### [To do]
Where the data below begins, start retyping exactly, and end on the line with "solid #fff;border-radius:50%;background:#1a73e8;box-shadow:0 0", which is included; no picture goes in.

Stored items
• • • •
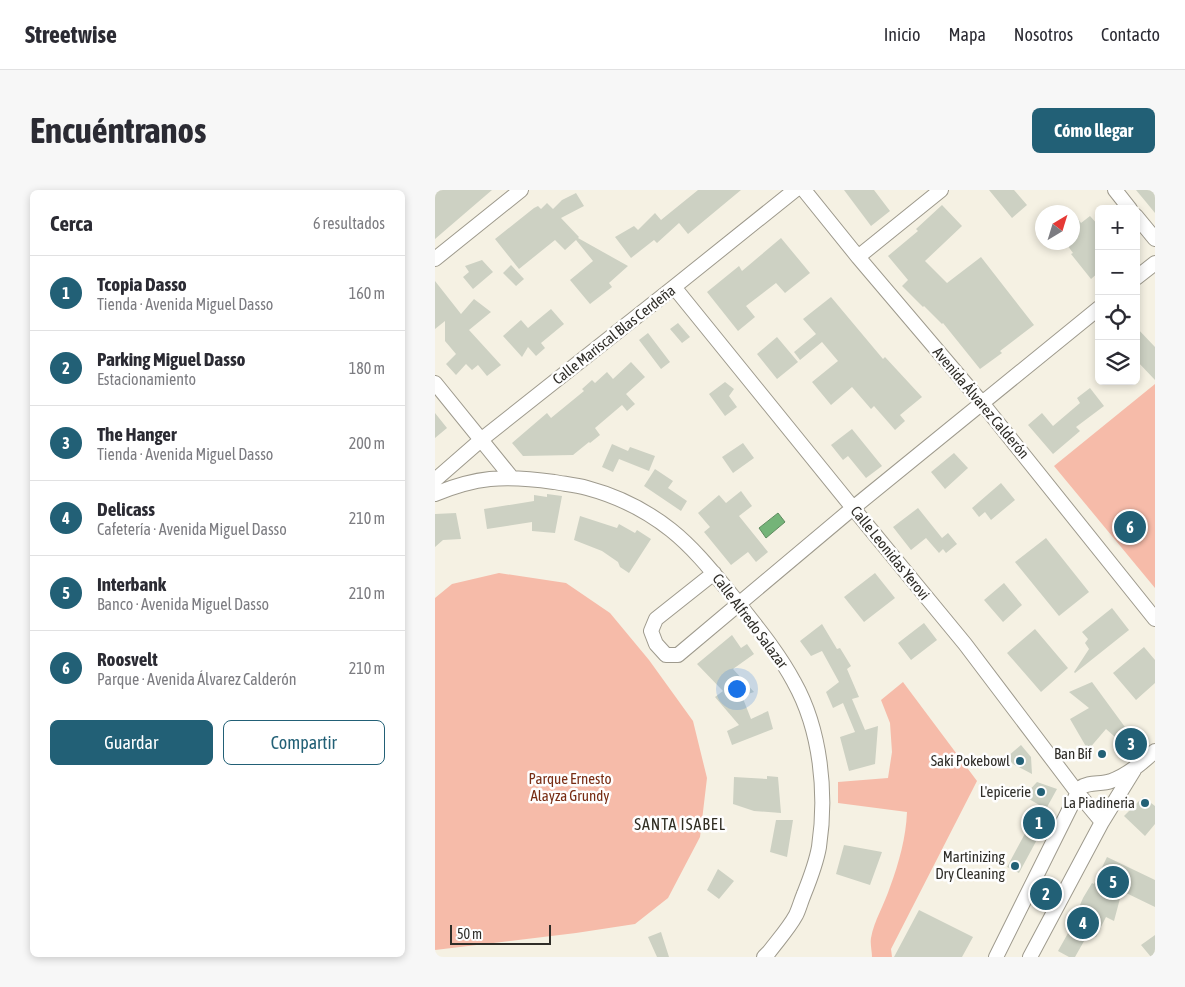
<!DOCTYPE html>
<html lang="es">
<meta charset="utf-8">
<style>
:root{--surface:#fff;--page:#f7f7f7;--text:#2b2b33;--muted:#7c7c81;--line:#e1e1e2;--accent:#226076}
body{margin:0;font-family:"Asap Condensed",sans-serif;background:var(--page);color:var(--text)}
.controls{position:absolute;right:15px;top:15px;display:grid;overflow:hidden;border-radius:8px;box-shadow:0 2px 8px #0003}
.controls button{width:45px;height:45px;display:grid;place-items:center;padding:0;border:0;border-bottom:1px solid var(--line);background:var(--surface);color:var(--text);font:25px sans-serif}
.compass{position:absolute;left:600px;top:15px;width:45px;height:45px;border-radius:50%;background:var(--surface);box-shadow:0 2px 8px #0003;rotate:38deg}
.scale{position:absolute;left:15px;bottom:12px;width:101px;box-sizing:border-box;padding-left:5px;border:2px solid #2f2d28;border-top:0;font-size:14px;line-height:18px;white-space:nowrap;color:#2f2d28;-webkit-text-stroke:4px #fefefe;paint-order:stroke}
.you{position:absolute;left:301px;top:498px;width:18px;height:18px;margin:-12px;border:4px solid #fff;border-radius:50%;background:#1a73e8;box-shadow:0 0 0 8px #1a73e833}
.badge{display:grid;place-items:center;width:32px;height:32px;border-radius:50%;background:var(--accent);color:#fff;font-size:16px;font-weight:700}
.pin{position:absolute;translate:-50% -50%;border:2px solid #fff;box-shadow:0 1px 5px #0006}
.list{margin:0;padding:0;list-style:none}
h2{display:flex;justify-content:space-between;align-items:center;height:65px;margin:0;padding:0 20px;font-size:21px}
h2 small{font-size:16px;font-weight:400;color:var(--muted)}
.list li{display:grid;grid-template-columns:32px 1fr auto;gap:15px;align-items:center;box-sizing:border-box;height:75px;padding:0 20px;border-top:1px solid var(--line)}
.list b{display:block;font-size:19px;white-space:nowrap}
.list p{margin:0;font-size:16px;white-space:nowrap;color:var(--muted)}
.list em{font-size:16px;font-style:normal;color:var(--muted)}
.actions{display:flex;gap:10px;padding:15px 20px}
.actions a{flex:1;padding:11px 0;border:1px solid var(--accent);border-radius:8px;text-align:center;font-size:18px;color:var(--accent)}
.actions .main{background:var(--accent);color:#fff}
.icon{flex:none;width:28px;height:28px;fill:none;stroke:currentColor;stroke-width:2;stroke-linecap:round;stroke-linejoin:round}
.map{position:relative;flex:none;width:720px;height:767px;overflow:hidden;border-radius:8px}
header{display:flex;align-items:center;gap:30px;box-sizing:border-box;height:70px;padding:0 25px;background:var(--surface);border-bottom:1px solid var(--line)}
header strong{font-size:24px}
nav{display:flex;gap:28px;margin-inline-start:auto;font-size:18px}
.intro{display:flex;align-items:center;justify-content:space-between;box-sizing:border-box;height:120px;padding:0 30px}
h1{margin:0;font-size:35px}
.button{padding:12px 22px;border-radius:8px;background:var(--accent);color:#fff;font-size:18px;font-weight:700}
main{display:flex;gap:30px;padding:0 30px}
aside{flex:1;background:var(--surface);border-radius:8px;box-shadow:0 2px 8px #0003}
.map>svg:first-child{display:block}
.green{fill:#f6bba9}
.water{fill:#74b478;stroke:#5f8c60}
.building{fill:#cdd1c3}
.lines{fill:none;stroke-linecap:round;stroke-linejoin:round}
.minor-casing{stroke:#9e9a8d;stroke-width:16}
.minor{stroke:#fff;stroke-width:14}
.poi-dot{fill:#226076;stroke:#fefefe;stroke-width:2}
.labels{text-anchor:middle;stroke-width:5;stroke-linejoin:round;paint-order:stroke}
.street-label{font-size:15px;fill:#2f2d28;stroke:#fefefe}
.poi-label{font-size:15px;fill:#2f2d28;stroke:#fefefe;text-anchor:end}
.park-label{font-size:15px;fill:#782d14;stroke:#fefefe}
.neighbourhood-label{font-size:16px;letter-spacing:1px;fill:#302d22;stroke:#fefefe}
</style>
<header>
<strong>Streetwise</strong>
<nav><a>Inicio</a><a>Mapa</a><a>Nosotros</a><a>Contacto</a></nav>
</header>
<div class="intro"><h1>Encuéntranos</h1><a class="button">Cómo llegar</a></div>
<main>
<aside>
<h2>Cerca<small>6 resultados</small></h2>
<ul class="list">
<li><span class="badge">1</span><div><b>Tcopia Dasso</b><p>Tienda · Avenida Miguel Dasso</p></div><em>160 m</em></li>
<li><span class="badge">2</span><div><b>Parking Miguel Dasso</b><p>Estacionamiento</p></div><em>180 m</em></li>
<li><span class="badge">3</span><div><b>The Hanger</b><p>Tienda · Avenida Miguel Dasso</p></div><em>200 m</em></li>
<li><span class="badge">4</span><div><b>Delicass</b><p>Cafetería · Avenida Miguel Dasso</p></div><em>210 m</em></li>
<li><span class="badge">5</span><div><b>Interbank</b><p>Banco · Avenida Miguel Dasso</p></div><em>210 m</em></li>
<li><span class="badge">6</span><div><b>Roosvelt</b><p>Parque · Avenida Álvarez Calderón</p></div><em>210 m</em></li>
</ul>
<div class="actions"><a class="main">Guardar</a><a>Compartir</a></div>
</aside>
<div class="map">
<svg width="720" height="767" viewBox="0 0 720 767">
<rect width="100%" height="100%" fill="#f5f1e3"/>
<!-- green -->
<path class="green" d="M720,194V398L619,276Z
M64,383L131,393L175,423L214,470L258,531L272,588L265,647L233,708L200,734L141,743L0,760V408L17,394Z
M468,492L542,591L456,759L457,767H437C437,761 435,754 436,748C439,731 450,713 455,697C464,673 471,647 472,622L403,613V592L453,588L457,562L455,533L446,510Z"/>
<!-- water -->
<path class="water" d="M343,323L350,332L331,348L324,338Z"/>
<!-- building -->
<path class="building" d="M0,0H57L0,49Z
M263,0H306L253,44L244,33L222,53L219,50L196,68L180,47L199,36L203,40L220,23L226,30Z
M409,0H439L455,21L436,36Z
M554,0H579L592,15L577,28Z
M701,0H720V23L711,12Z
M141,3L149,16L126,28L144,47L143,48L193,76L174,93L177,97L155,114L135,90L158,71L141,50L130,60L120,50L84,79L60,49L99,18L103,16L106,19L112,13L118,19L127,10Z
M507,15L527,36L490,71L512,93L546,67L599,135L565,161L567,163L545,179L508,133L507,134L489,116L488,117L467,96L473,90L453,66L483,41L481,39Z
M638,22L646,33L655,26L664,36V82L656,89L636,64L638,63L630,52H638Z
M346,48L375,83L350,103L341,93L311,116L320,127L303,141L272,102L304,76L307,81Z
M47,70L58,82L38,99L28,87L34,82L30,76Z
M76,75L89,89L81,96L68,83Z
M0,91L26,124L39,109L56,122L34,140L66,175L52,186L43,175L37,180L31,174L21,185L11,174L21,164L10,151V131L0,139Z
M396,107L448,169L450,167L487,207L465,225L470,231L460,240L439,216L436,219L417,197L396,215L377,192L403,171L387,152L365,170L359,162L381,144L368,129Z
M116,119L129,134L106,153L110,158L101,166L93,157L87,167L68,146L86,130L93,138Z
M243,133L255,147L247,153L235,139Z
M701,137L720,157V190L701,170Z
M213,143L235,172L226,179L204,150Z
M342,147L363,172L342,189L322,164Z
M196,172L210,187L191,204L200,214L192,221L187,215L160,238L165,245L155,253L154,252L138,265L88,266L77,253L112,223L116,228L149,201L147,199L157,190L160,193L172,182L178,189Z
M290,192L299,199L294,206L302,217L290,226L274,204Z
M655,198L669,216L641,237L645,241L618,264L593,235L607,223L618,236L645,213L642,208Z
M0,223L12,238L0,248Z
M417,239L447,276L431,288L413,266L408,270L396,255Z
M308,253L319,268L298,283L287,267Z
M177,254L193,261L195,257L220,266L214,281L184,269L178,282L167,277Z
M519,263L533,278L510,299L496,282Z
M220,279L238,291L233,298L252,311L246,321L209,296Z
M566,293L580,310L556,330L550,322L544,327L537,318Z
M306,301L317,316L304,326L333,362L321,372L313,362L296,375L269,342L275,337L263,323L284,305L291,313Z
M112,304L127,306L120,343L97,341V332L52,339L49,319L99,311V305L112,307Z
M483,318L507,348L513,343L522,354L511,363L508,359L504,363L491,348L476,360L458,337Z
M21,323L26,349L8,350L0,357V324Z
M145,326L182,338L184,334L200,343L202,340L216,349L194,383L185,377L183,372L167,361L139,350Z
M611,348L654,402L624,426L580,372Z
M440,383L460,408L429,432L409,407Z
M569,393L587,415L568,432L549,410Z
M677,418L694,440L640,483L639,482L654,459L650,453L653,449L647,442Z
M489,433L502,450L476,470L463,453Z
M387,434L402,459L405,458L416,476L412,479L424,507L417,509L430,540L443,536L440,574L414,581L405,547L420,542L408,513L398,518L391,502L404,492L387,461L376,466L365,451Z
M600,439L633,478L606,502L572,463Z
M297,445L306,458L312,454L319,464L298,479L319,502L307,506L316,529L333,521L338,539L297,555L292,541L304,535L280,507L288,501L262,474Z
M709,457L720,470V493L701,510L678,483Z
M657,492L698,548L704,552L696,561L671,539L653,560L635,529L654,518L634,502Z
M586,555L596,567L597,584L578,574L572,567Z
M332,586L343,587L346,623L319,621L298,614L299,587L332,589Z
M602,592L622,599L611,619L589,606Z
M708,607L720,616V634L710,646L689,626Z
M602,626L612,631L584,683L572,677L593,638Z
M341,630H358L352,667L335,662Z
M409,655L447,662L435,695L401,684Z
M672,667L720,690V717L687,701L679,731L671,727L661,747L653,744L640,767H634L623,761L637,736H636L648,708L657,693L659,694Z
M283,679L299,691L284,709L272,700Z
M484,720L538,747L527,767H459Z
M226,742L234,767H222L213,747Z
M720,745V767H716L706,755Z"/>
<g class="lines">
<!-- minor casing -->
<g class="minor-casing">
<path id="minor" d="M369,0L423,67L547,213L720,429
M680,0L695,19
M701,26L720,49
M423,67L506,0
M0,69L86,0
M701,88L720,73
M239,97L418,318L530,454L642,602L667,632
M0,193L77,288
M0,290L47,249L239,97L360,0
M0,304C17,297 36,291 55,289C76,287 98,289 119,292C130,294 141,295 152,298C182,306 212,321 236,340C261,360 280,385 300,409C321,436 343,462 359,492C386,540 392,604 384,657C381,674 375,689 369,704C366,711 364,719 361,725C354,738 343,750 334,762L329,767
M279,383L221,429L216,441L221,454L231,465H243L418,318L664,118
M561,767L645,598C654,591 666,595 676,591C693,585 707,573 720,561
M595,767L667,632L699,580"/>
</g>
<!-- minor -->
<use href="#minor" class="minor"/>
</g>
<!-- markers -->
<g class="poi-dot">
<circle cx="667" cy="564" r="5"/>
<circle cx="585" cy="571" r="5"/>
<circle cx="606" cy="602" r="5"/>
<circle cx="710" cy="613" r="5"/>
<circle cx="580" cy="676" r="5"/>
</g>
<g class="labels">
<!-- street labels -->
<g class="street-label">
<text transform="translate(179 145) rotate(-38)" y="5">Calle Mariscal Blas Cerdeña</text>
<text transform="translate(546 213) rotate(50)" y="5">Avenida Álvarez Calderón</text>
<text transform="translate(455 363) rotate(51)" y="5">Calle Leonidas Yerovi</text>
<text transform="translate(315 431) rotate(53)" y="5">Calle Alfredo Salazar</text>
</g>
<!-- poi labels -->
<g class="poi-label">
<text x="657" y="569">Ban Bif</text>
<text x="575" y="576">Saki Pokebowl</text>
<text x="596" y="607">L'epicerie</text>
<text x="700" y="618">La Piadineria</text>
<text x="570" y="672">Martinizing<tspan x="570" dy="17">Dry Cleaning</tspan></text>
</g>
<!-- park labels -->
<g class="park-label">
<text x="135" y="594">Parque Ernesto<tspan x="135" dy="17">Alayza Grundy</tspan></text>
</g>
<!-- neighbourhood labels -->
<g class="neighbourhood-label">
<text x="245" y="640">SANTA ISABEL</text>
</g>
</g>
</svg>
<div class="controls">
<button>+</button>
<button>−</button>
<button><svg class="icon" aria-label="locate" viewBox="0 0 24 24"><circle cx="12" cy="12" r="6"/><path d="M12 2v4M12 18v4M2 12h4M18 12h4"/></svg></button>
<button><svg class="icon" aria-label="layers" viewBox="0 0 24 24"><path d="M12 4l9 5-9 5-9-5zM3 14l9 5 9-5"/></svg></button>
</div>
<svg class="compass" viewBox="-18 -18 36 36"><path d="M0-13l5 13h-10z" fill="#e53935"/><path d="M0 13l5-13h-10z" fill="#7c7c81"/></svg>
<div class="scale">50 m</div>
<div class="you"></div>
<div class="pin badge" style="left:604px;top:633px">1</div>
<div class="pin badge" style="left:611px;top:704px">2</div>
<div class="pin badge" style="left:696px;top:554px">3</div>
<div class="pin badge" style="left:648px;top:733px">4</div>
<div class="pin badge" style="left:678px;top:692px">5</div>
<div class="pin badge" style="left:695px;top:337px">6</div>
</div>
</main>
• • • •
### [Exercise result]
<!DOCTYPE html>
<html lang="es">
<meta charset="utf-8">
<style>
:root{--surface:#fff;--page:#f7f7f7;--text:#2b2b33;--muted:#7c7c81;--line:#e1e1e2;--accent:#226076}
body{margin:0;font-family:"Asap Condensed",sans-serif;background:var(--page);color:var(--text)}
.controls{position:absolute;right:15px;top:15px;display:grid;overflow:hidden;border-radius:8px;box-shadow:0 2px 8px #0003}
.controls button{width:45px;height:45px;display:grid;place-items:center;padding:0;border:0;border-bottom:1px solid var(--line);background:var(--surface);color:var(--text);font:25px sans-serif}
.compass{position:absolute;left:600px;top:15px;width:45px;height:45px;border-radius:50%;background:var(--surface);box-shadow:0 2px 8px #0003;rotate:38deg}
.scale{position:absolute;left:15px;bottom:12px;width:101px;box-sizing:border-box;padding-left:5px;border:2px solid #2f2d28;border-top:0;font-size:14px;line-height:18px;white-space:nowrap;color:#2f2d28;-webkit-text-stroke:4px #fefefe;paint-order:stroke}
.you{position:absolute;left:301px;top:498px;width:18px;height:18px;margin:-12px;border:4px solid #fff;border-radius:50%;background:#1a73e8;box-shadow:0 0 0 8px #1a73e833}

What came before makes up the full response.